I can see both of those paintings clearly to this day. I painted a lovely pond surrounded by trees and hills, with a deer stopping for a drink. Alice painted a forest with large trees, and one very tiny fox pausing in the middle. We had just about finished our magnum opi (opuses? opera? Those three years of Latin are stuck in my head) when we heard my Dad’s truck pull up in the side yard. We came abruptly back to earth, and stared at each other in alarm. We hadn’t asked if we could paint the walls! We stood frozen, clutching our painting materials, while Daddy walked in the back door.
“Why, hello, girls,” he said. “What are you up to?” We gestured wordlessly to our respective projects. “Well,” said my Dad. “That looks very nice.” And he walked on through.
As much as I cherish the notion of serving as my mother’s muse, all I can say with any certainty is that sometime after my Diego Rivera act was when she started on her own murals. Her first effort was rows and rows of small sea creatures, shells, and other objects on the bathroom walls. There was even a tiny octopus winding up to throw a baseball, with the caption “Plaaaay baaaaallllll.” Over the next several years she put a clipper ship above the bathtub, a bear in the coat closet, an elephant in the pantry, a panorama of the Himalayas in the stairwell, and a school of fish on the floor of the back porch.
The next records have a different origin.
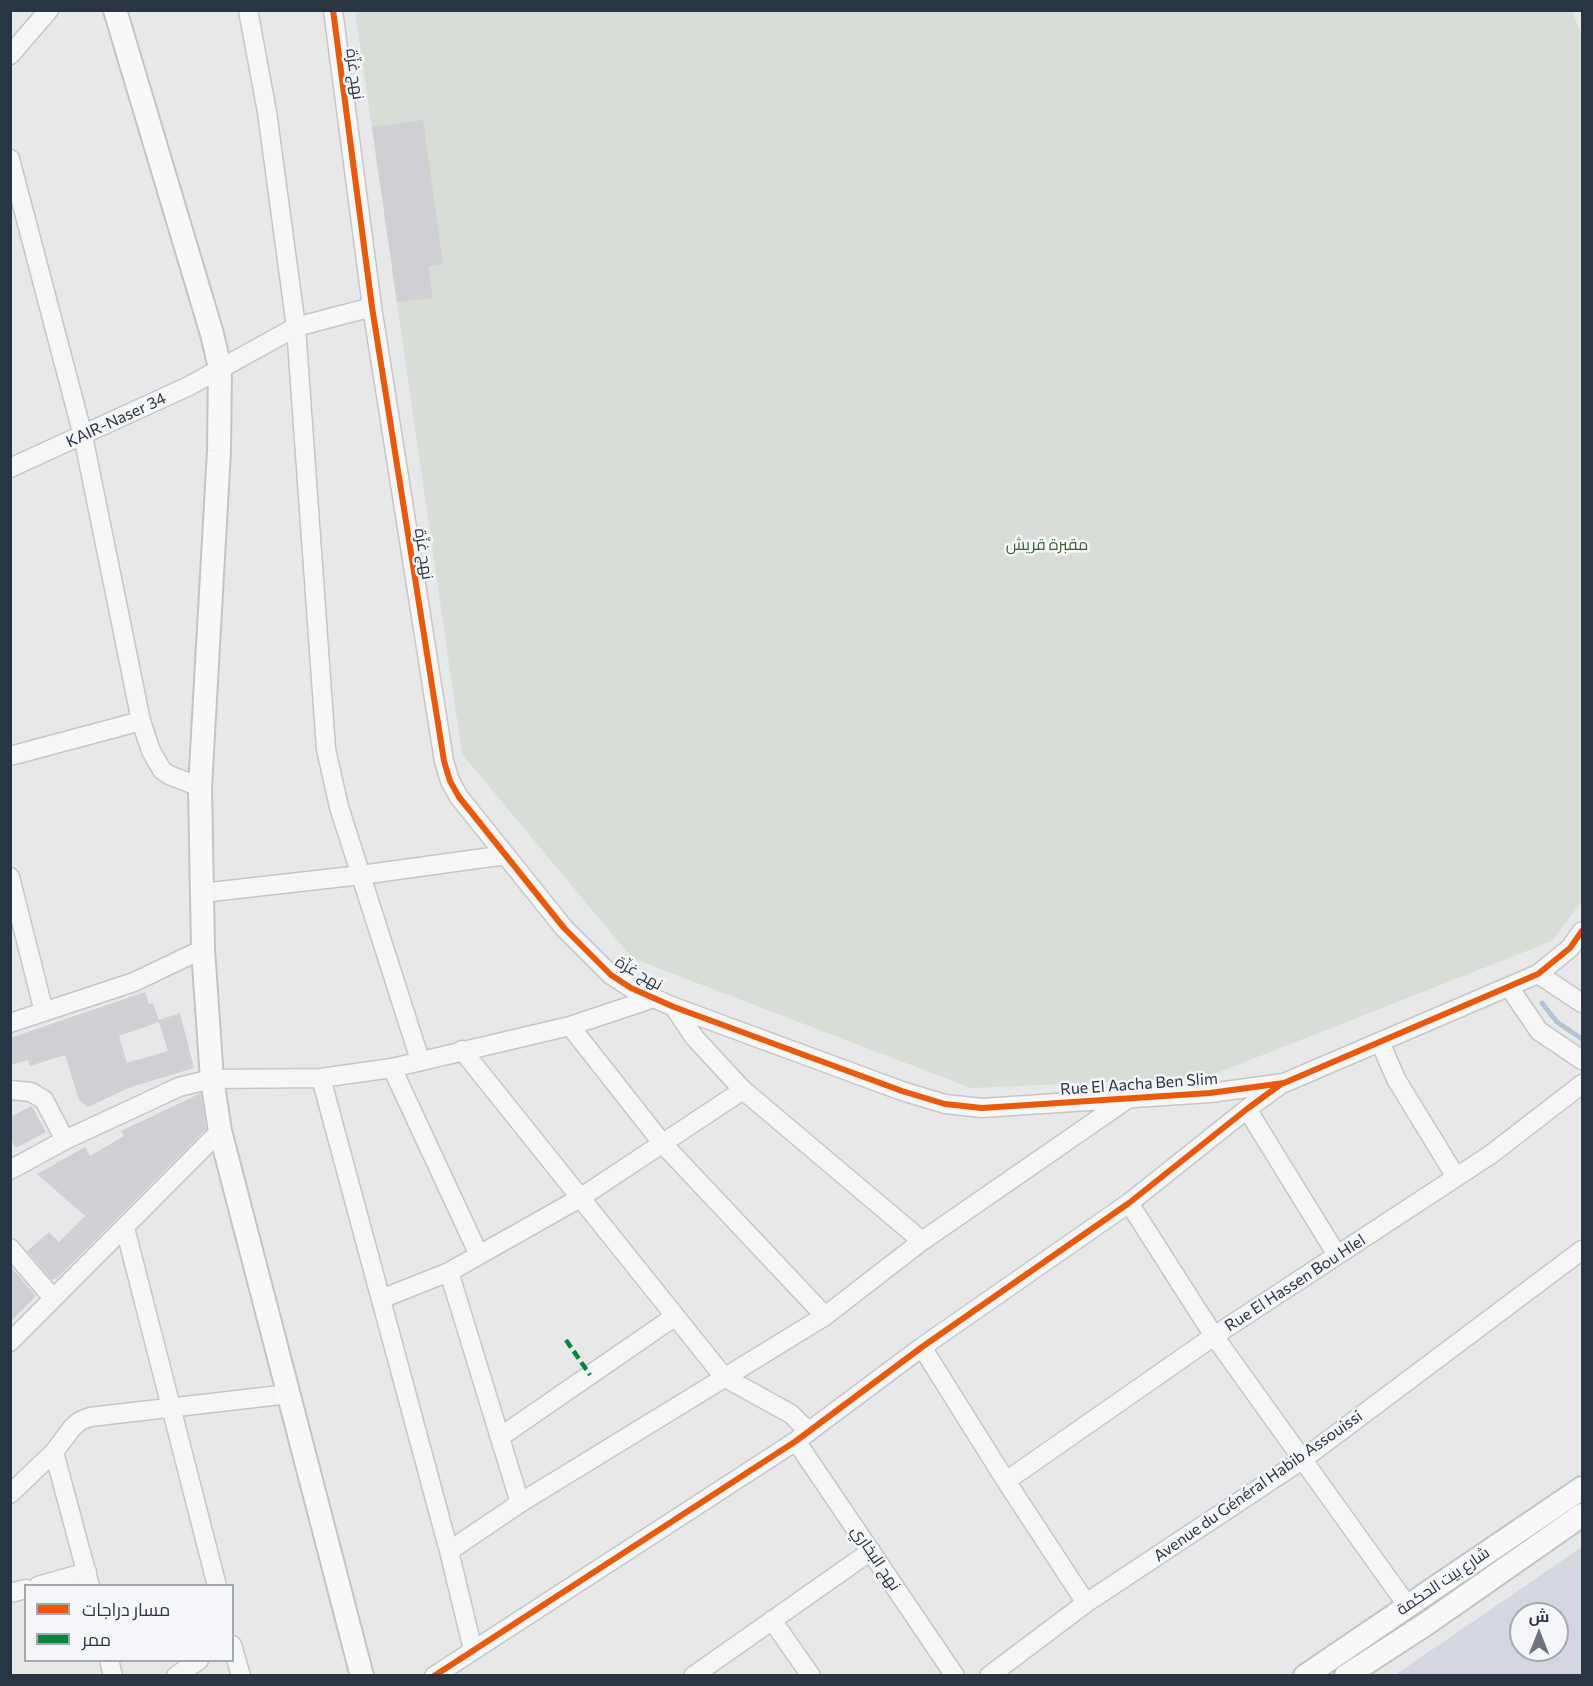 <!DOCTYPE html>
<html>
<head>
<meta charset="utf-8">
<style>
	body { margin:0 }
	#map { position:relative; width:1593px; height:1686px; overflow:hidden; background:#e6e8ea; font-family:Commissioner,Cairo,sans-serif }
	canvas { display:block }
	.frame { position:absolute; inset:0; border:12px solid #2b3445; pointer-events:none }
	.legend { position:absolute; left:24px; top:1584px; width:210px; height:78px; box-sizing:border-box; background:#f4f6f9; border:2px solid #a4a8b1; margin:0; padding:8px 10px; list-style:none; font-size:18px; color:#2b3445 }
	.legend li { display:flex; align-items:center; gap:12px; height:30px }
	.legend b { width:30px; border:2px solid #a4a8b1 }
	.north { position:absolute; left:1509px; top:1602px; width:60px; height:60px; box-sizing:border-box; background:#f4f6f9; border:2px solid #a4a8b1; border-radius:50%; rotate:0deg; font-size:16px; font-weight:700; line-height:24px; text-align:center; color:#2b3445 }
	.north::after { content:''; display:block; margin:auto; width:21px; height:27px; background:#6c737f; clip-path:polygon(50% 0,100% 100%,50% 72%,0 100%) }
</style>
</head>
<body>
<div id="map">
<canvas width="1593" height="1686"></canvas>
<div class="frame"></div>
<ul class="legend">
<li><b style="height:8px;background:#e8590c"></b>مسار دراجات</li>
<li><b style="height:8px;background:#00873e"></b>ممر</li>
</ul>
<div class="north">ش</div>
</div>
<script>
const ctx = document.querySelector('canvas').getContext('2d');
ctx.lineJoin = 'round';
function fill(path, color) { ctx.fillStyle = color; ctx.fill(path, 'evenodd'); }
const poly = rows => new Path2D(rows.map(r => 'M' + r).join(''));
function trace(path, color, width, dash) { ctx.strokeStyle = color; ctx.lineWidth = width; ctx.lineCap = dash ? 'butt' : 'round'; ctx.setLineDash(dash || []); ctx.stroke(path); }
function drawText(font, color, halo, rows, align = 'center') {
  ctx.font = font + ' Commissioner,Cairo,sans-serif'; ctx.lineWidth = 5; ctx.setLineDash([]); ctx.textBaseline = 'middle'; ctx.strokeStyle = halo; ctx.fillStyle = color; for (const [text, x, y, turn = 0] of rows) {
    ctx.save(); ctx.translate(x, y); ctx.rotate((+turn || 0) * Math.PI / 180); ctx.textAlign = isNaN(turn) ? turn : align; if (halo) ctx.strokeText(text, 0, 0); ctx.fillText(text, 0, 0); ctx.restore();
  }
}
fill(poly([
	[1582,1547,1582,1675,1395,1675],
	[1521,1614,1557,1614,1557,1650,1521,1650]
]), '#d4d7dd');
fill(poly([
	[355,11,1572,11,1582,36,1582,901,1552,941,1204,1078,971,1088,632,958,462,754]
]), '#d6ded6');
trace(poly([
	[1542,1003,1557,1022,1582,1039]
]), '#b4c4d5', 5);
fill(poly([
	[423,120,443,264,428,266,433,298,397,302,372,127],
	[145,992,149,1004,153,1003,159,1020,180,1013,194,1068,131,1087,88,1107,79,1100,65,1055,30,1066,28,1060,10,1065,10,1038],
	[159,1022,168,1051,127,1063,119,1036],
	[201,1093,206,1129,58,1277,52,1280,27,1251,49,1232,59,1242,85,1216,37,1174,85,1147,90,1156,124,1136,121,1131],
	[32,1106,46,1132,16,1148,10,1138,10,1117],
	[10,1266,36,1296,10,1322]
]), '#ced0d3');
const minor = poly([
	[333,10,372,307,444,761,450,781,459,797,564,928,611,975,631,988,674,1007,902,1091,945,1104,982,1108,1210,1093,1284,1083,1538,974,1570,948,1582,931],
	[10,55,49,10],
	[10,159,83,436,141,721,151,751,162,770,169,775,200,787],
	[372,307,296,327,326,749,339,807,420,1060],
	[10,468,189,386,296,327,267,112,248,10],
	[10,756,141,721],
	[10,877,44,1012],
	[202,893,361,875,506,855],
	[1538,974,1582,1003],
	[1509,987,1539,1031,1582,1060],
	[674,1007,694,1037,743,1090,922,1241],
	[10,1023,134,982,203,949],
	[570,1026,663,1144,825,1316],
	[1380,1042,1396,1079,1456,1177],
	[462,1050,724,1377,791,1414,809,1432],
	[392,1068,479,1255],
	[321,1078,449,1551,473,1650],
	[10,1090,31,1092,44,1100,65,1140],
	[1247,1109,1337,1255],
	[10,1170,65,1140,179,1087,195,1083,212,1079,321,1078,392,1068,570,1026,654,998],
	[1129,1203,1214,1336,1407,1605],
	[125,1228,217,1586],
	[10,1248,53,1298],
	[449,1272,520,1503],
	[381,1299,449,1272,580,1198,743,1090],
	[10,1342,220,1131],
	[922,1347,1006,1481,1086,1603],
	[500,1437,674,1317],
	[796,1441,955,1676],
	[54,1452,90,1586],
	[1006,1481,1214,1336,1490,1155,1582,1084],
	[10,1494,54,1452,72,1428,80,1421,90,1417,289,1394],
	[449,1551,520,1503,825,1316,922,1241,1126,1100],
	[38,1586,87,1572],
	[10,1593,26,1589],
	[772,1620,811,1676],
	[232,1645,241,1676],
	[109,1660,113,1676],
	[176,1676,199,1660],
	[434,1676,796,1441,922,1347,1129,1203,1247,1109,1280,1085],
	[693,1676,871,1551],
	[989,1676,1086,1603,1302,1460,1582,1250]
]);
const major = poly([
	[115,10,212,334,220,368,219,451,200,787,203,949,212,1079,220,1131,362,1676],
	[1305,1676,1582,1488],
	[1346,1676,1426,1624,1582,1515]
]);
trace(minor, '#c4c6c8', 21);
trace(major, '#c2c5c8', 26);
trace(minor, '#f5f6f7', 18);
trace(major, '#f8f8f8', 22);
trace(poly([
	[566,1340,590,1375]
]), '#00873e', 4.5, [9, 4.5]);
trace(poly([
	[333,10,372,307,444,761,450,781,459,797,564,928,611,975,631,988,674,1007,902,1091,945,1104,982,1108,1210,1093,1284,1083,1538,974,1570,948,1582,931],
	[434,1676,796,1441,922,1347,1129,1203,1247,1109,1281,1084]
]), '#e8590c', 6);
drawText('16px', '#2b3445', '#f4f6f9', [
	["نهج غزّة",355,74,82],
	["KAIR-Naser 34",116,420,-25],
	["نهج غزّة",424,554,81],
	["نهج غزّة",639,973,30],
	["Rue El Aacha Ben Slim",1139,1084,-4],
	["Rue El Hassen Bou Hlel",1295,1283,-33],
	["Avenue du Général Habib Assouissi",1258,1486,-35],
	["نهج البخاري",876,1558,56],
	["شارع بيت الحكمة",1443,1581,-34]
]);
drawText('16px', '#3f6138', '#f4f6f9', [
	["مقبرة قريش",1047,545]
]);
</script>
</body>
</html>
The last one I remember was a gentle-eyed sea monster under the bathroom sink.
Eventually, after many years of patching the pictures back together as the paint peeled, everybody accepted the fact that they couldn’t be preserved any longer. My cousin Tim did a photo shoot, and one by one the members of the menagerie came down.
Except the sea monster. She was painted on a separate wooden panel, so when my father changed houses, she went with him. She kept him company for many years, and even now, after all this time, she has hardly aged a day.
This woman is after my 💗. Her sea creature is as you say, gentle-eyed. What a delicately lovely, fanciful tail your mama gave her!
Thank you so much! I was fortunate enough to inherit the house where she now lives, so I get to see her often.